- Born: May 4, 1974 Providence, Rhode Island, United States
- Died: October 18, 2022 (aged 48)
- Education: Boston College
- Alma mater: University of Miami School of Law
- Occupation: Attorney
- Years active: 1999–2022
- Organization: The Ferraro Law Firm
- Known for: Mesothelioma litigation
- Title: Partner, Shareholder
- Website: www.ferrarolaw.com

= David Jagolinzer =

American litigation attorney

David A. Jagolinzer (May 4, 1974 – October 18, 2022) was an American litigation attorney best known for mass mesothelioma tort cases against companies such as Honeywell International and Union Carbide.

==Life==
Jagolinzer was born and raised in Providence, Rhode Island on May 4, 1974. He graduated with a B.A. in English Literature and a minor in Italian Studies from Boston College in 1996. In 1999, he earned his J.D. from the University of Miami School of Law.

In April 2022 Jagolinzer suffered a heart attack while playing blackjack at the Wynn casino in Las Vegas. Jagolinzer died on October 18, 2022. David Jagolinzer's widow, Anna Hanks Jagolinzer, sued Wynn Resorts for the negligence that led to her husband's death six months later.

==Legal career==
In 2005, Jagolinzer became a partner at the Ferraro Law Firm in Miami and was a shareholder in the firm. He specialized in cases involving mesothelioma victims, product liability, toxic mass tort, catastrophic personal injury, and wrongful death.

===Notable cases===
In April 2008, a client of his was awarded a $24.2 million jury verdict in Guilder v. Honeywell International, Inc. At the time it was the highest compensatory damage award against a single defendant in a Florida mesothelioma case in history. The case made The National Law Journal's Top 100 Verdicts for that year.
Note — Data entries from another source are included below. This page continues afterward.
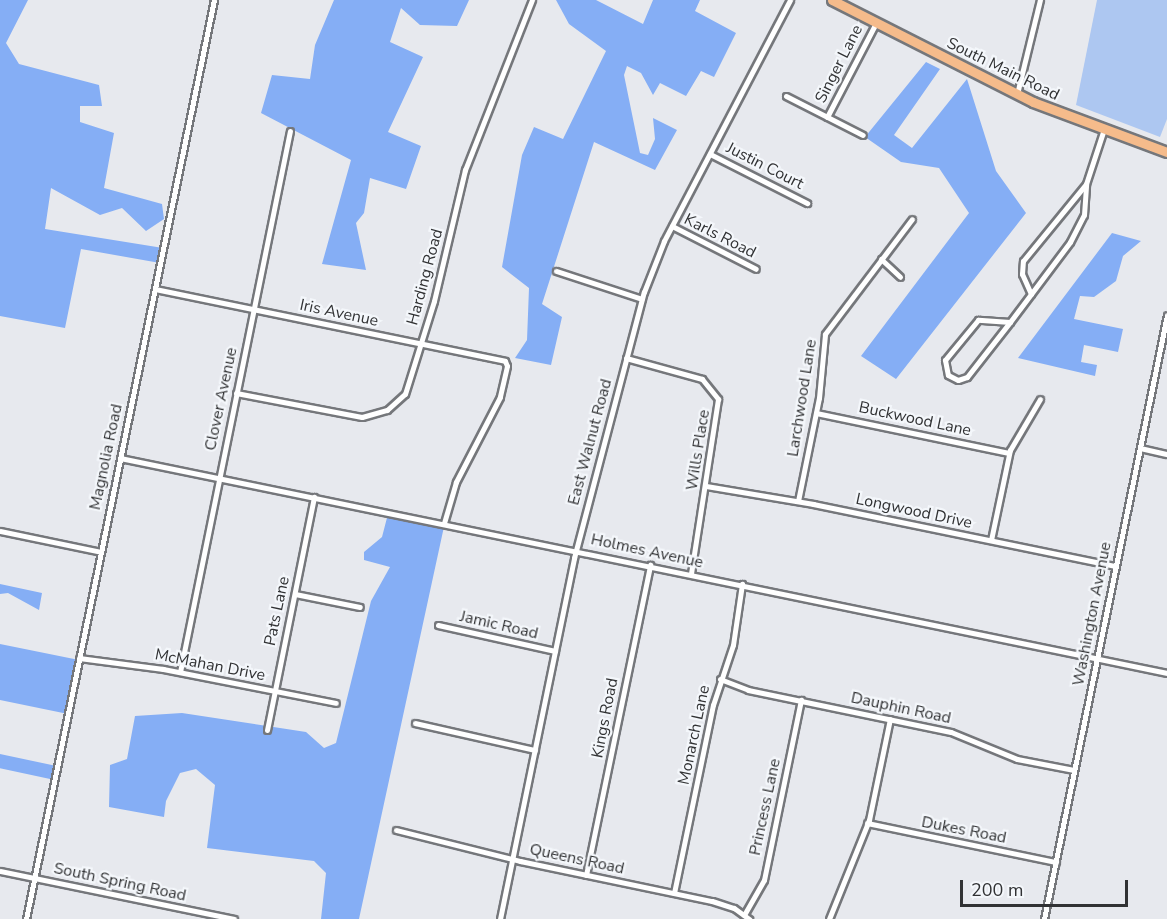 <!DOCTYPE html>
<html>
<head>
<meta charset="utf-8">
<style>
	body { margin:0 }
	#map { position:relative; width:1167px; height:919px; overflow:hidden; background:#e7e9ee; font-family:"Nunito Sans",sans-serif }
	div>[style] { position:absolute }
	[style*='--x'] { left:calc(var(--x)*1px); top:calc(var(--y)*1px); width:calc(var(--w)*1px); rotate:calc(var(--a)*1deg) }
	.green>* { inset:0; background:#adc7f1 }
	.forest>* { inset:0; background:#85aef5; transform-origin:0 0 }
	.roads { filter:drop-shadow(2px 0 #75777b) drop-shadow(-2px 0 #75777b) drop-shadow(0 2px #75777b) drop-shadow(0 -2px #75777b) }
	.street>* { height:5px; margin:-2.5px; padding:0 2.5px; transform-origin:2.5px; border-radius:2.5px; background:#fff }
	.primary>* { height:9px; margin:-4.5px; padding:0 4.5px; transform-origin:4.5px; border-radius:4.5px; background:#f5bb8b }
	span { translate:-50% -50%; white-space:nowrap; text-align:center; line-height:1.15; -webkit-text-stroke:4.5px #f4f7fb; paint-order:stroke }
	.street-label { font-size:16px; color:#313234 }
	.scale { position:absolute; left:960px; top:880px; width:168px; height:27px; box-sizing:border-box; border:3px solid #313234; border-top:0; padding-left:8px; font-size:18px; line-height:21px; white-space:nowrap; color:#313234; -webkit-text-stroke:4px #f4f7fb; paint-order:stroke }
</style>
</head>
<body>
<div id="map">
	<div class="green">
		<i style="clip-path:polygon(1097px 0,1167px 0,1167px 119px,1160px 137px,1076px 105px)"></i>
	</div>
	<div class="forest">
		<i style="clip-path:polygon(0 0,28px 0,6px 43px,19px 64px,99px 85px,102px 106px,80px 106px,80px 122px,114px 133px,104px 188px,162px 204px,164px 219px,146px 231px,122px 208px,100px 215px,51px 188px,45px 229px,163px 248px,160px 263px,81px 249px,65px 328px,0 316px)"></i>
		<i style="clip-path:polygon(334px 0,469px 0,457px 26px,420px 25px,401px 8px,390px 42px,423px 57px,388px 132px,421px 146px,406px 189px,370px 178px,364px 213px,356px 223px,366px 270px,322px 264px,351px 160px,261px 113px,272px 75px,310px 79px,315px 45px)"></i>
		<i style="clip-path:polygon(556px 0,596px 0,643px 24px,653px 0,700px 0,695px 11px,736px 33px,714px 77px,701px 71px,686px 96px,660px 83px,653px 95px,641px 73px,627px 66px,624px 75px,640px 153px,648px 155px,655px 139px,653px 118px,677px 130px,655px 170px,594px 142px,542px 304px,562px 317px,551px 365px,515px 358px,527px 340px,529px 288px,502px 267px,522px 155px,534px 127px,563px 139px,606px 51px,569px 24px)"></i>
		<i style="clip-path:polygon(926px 62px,940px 69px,894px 135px,912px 148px,967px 79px,996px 171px,1026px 213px,896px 379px,861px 356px,969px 213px,939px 168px,901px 162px,865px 137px)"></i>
		<i style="clip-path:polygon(1112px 233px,1141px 241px,1123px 256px,1116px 281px,1094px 297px,1080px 296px,1074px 319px,1123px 329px,1118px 352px,1084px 345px,1081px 362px,1097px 365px,1095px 376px,1018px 358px)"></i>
		<i style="clip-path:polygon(389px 510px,445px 522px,359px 919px,321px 919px,326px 873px,314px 861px,207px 848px,215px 785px,196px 769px,180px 773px,166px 801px,164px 817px,109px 807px,110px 765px,127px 759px,135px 716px,182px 713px,306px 732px,324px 748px,336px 743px,371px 601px,390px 567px,364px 560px,364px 552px,382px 537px)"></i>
		<i style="clip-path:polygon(0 584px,42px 593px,39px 610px,8px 593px,0 594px)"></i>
		<i style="clip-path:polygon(0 644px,79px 660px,68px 714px,0 700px)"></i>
		<i style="left:0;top:754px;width:59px;height:14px;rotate:12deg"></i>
	</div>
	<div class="roads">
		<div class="street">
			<i style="--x:1017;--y:94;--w:97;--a:-76.3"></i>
			<i style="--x:786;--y:96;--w:86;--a:26.9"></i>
			<i style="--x:827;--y:117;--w:106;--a:-62.5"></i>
			<i style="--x:710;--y:154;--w:109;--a:26.8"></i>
			<i style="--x:672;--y:226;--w:94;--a:27.1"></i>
			<i style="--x:881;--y:259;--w:26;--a:43"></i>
			<i style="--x:556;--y:271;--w:90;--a:18"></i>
			<i style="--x:155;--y:289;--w:357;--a:11.6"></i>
			<i style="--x:505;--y:361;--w:5;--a:68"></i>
			<i style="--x:507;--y:366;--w:32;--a:103"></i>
			<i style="--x:500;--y:397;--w:96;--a:117.4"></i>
			<i style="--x:456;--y:482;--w:43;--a:106.3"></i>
			<i style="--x:1031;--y:294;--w:22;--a:-114"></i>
			<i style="--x:1022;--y:274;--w:13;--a:-86"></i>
			<i style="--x:1023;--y:261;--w:99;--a:-50.7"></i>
			<i style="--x:1010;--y:322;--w:32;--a:-176"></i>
			<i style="--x:978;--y:320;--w:52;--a:129.5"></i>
			<i style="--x:945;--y:360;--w:15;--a:79"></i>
			<i style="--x:948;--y:375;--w:11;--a:27"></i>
			<i style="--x:958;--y:380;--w:9;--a:-18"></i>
			<i style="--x:967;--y:377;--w:70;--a:-52"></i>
			<i style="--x:1010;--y:322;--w:100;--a:-53.1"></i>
			<i style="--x:1070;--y:242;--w:30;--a:-63"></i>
			<i style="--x:1084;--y:215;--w:31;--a:-86"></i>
			<i style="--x:1086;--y:184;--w:58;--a:-71.9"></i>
			<i style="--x:626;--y:358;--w:79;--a:15.4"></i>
			<i style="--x:702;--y:379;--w:26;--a:51"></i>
			<i style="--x:718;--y:399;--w:177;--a:98.8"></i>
			<i style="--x:236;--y:393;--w:128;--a:10.8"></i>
			<i style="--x:362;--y:417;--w:26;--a:-16"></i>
			<i style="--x:387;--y:410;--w:24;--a:-42"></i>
			<i style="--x:405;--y:394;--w:97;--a:-72.7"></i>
			<i style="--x:434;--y:301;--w:135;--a:-76.7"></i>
			<i style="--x:465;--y:170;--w:183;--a:-68.5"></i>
			<i style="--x:816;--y:413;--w:197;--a:11.7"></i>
			<i style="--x:1140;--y:448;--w:28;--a:13"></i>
			<i style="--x:120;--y:458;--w:1069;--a:11.6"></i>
			<i style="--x:706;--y:486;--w:109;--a:9.5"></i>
			<i style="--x:813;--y:504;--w:309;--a:11.6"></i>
			<i style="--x:798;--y:501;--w:105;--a:-78.5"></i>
			<i style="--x:819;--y:398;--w:64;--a:-84.6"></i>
			<i style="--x:825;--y:334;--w:144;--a:-52.9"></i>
			<i style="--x:0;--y:531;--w:103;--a:11.7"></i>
			<i style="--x:991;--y:540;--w:92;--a:-78.1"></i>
			<i style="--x:1010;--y:450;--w:59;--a:-59.5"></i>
			<i style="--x:295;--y:594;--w:66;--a:11.3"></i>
			<i style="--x:438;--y:625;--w:120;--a:12.5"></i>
			<i style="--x:79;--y:658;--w:85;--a:7.5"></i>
			<i style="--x:163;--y:669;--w:176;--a:11.1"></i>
			<i style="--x:180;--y:672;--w:552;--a:-78.51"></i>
			<i style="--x:720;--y:679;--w:30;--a:21"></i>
			<i style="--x:748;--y:690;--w:207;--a:11.7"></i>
			<i style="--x:951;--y:732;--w:71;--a:22.2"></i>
			<i style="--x:1017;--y:759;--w:58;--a:10.9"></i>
			<i style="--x:415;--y:723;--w:123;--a:12.7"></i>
			<i style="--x:267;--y:730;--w:238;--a:-78.6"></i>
			<i style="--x:867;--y:823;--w:193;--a:11.7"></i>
			<i style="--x:396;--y:830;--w:128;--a:14"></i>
			<i style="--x:520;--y:861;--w:196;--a:11.8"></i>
			<i style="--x:712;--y:901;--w:23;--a:18"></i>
			<i style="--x:734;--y:908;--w:19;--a:36"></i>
			<i style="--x:0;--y:871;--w:239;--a:11.6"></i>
			<i style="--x:586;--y:875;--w:317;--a:-78.3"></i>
			<i style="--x:674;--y:893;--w:192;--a:-78.3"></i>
			<i style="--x:713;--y:705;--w:63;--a:-71.6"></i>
			<i style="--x:733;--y:645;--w:62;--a:-81.6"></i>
			<i style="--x:744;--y:915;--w:40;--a:-60.3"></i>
			<i style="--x:764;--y:880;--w:184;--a:-78.4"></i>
			<i style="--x:26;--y:919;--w:938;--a:-78.44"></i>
			<i style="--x:500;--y:919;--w:369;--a:-78.4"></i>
			<i style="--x:574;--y:558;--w:275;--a:-75.3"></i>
			<i style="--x:644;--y:292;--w:55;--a:-68.6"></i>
			<i style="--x:664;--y:241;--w:272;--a:-62.4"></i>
			<i style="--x:829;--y:919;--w:107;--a:-68"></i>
			<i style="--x:869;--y:820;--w:103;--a:-78.3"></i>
			<i style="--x:1044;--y:919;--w:616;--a:-78.49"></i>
		</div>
		<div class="primary">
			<i style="--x:832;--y:0;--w:225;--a:26.9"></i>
			<i style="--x:1033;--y:102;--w:143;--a:20.5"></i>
		</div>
	</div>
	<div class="street-label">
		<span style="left:839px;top:64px;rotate:-63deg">Singer Lane</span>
		<span style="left:1003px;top:69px;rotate:26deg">South Main Road</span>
		<span style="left:765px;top:166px;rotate:27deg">Justin Court</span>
		<span style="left:720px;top:236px;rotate:27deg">Karls Road</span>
		<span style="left:425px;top:277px;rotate:-75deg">Harding Road</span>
		<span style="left:339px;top:313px;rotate:12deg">Iris Avenue</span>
		<span style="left:802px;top:398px;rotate:-81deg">Larchwood Lane</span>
		<span style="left:221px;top:399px;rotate:-78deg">Clover Avenue</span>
		<span style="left:915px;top:419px;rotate:12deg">Buckwood Lane</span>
		<span style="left:590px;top:442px;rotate:-75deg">East Walnut Road</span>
		<span style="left:698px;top:450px;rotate:-81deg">Wills Place</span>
		<span style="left:106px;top:457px;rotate:-78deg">Magnolia Road</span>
		<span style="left:914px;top:511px;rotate:12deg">Longwood Drive</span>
		<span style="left:647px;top:551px;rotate:12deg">Holmes Avenue</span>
		<span style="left:277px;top:611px;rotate:-78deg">Pats Lane</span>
		<span style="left:1092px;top:614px;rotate:-79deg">Washington Avenue</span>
		<span style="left:499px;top:625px;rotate:13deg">Jamic Road</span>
		<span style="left:210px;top:665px;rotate:11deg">McMahan Drive</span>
		<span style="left:901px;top:708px;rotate:12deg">Dauphin Road</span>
		<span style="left:605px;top:718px;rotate:-79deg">Kings Road</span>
		<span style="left:694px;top:735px;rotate:-78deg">Monarch Lane</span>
		<span style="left:765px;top:807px;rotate:-78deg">Princess Lane</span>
		<span style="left:964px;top:830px;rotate:11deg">Dukes Road</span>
		<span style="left:577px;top:859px;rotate:12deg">Queens Road</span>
		<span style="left:120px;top:882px;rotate:12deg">South Spring Road</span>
	</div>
	<div class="scale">200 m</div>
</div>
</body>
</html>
However, this verdict was reversed on appeal.

Later in 2008, Jagolinzer was a key figure in convincing the court to declare the 2005 Florida Asbestos Statute as unconstitutional, in William v. American Optical Corporation. The now-defunct law limited the number and type of people allowed to sue for asbestos-related injuries.

Jagolinzer was a member of the American Bar Association, The Florida Bar, the Massachusetts Bar Association, the Dade County Professionalism Committee, the American Association for Justice, and the National Italian American Bar Association.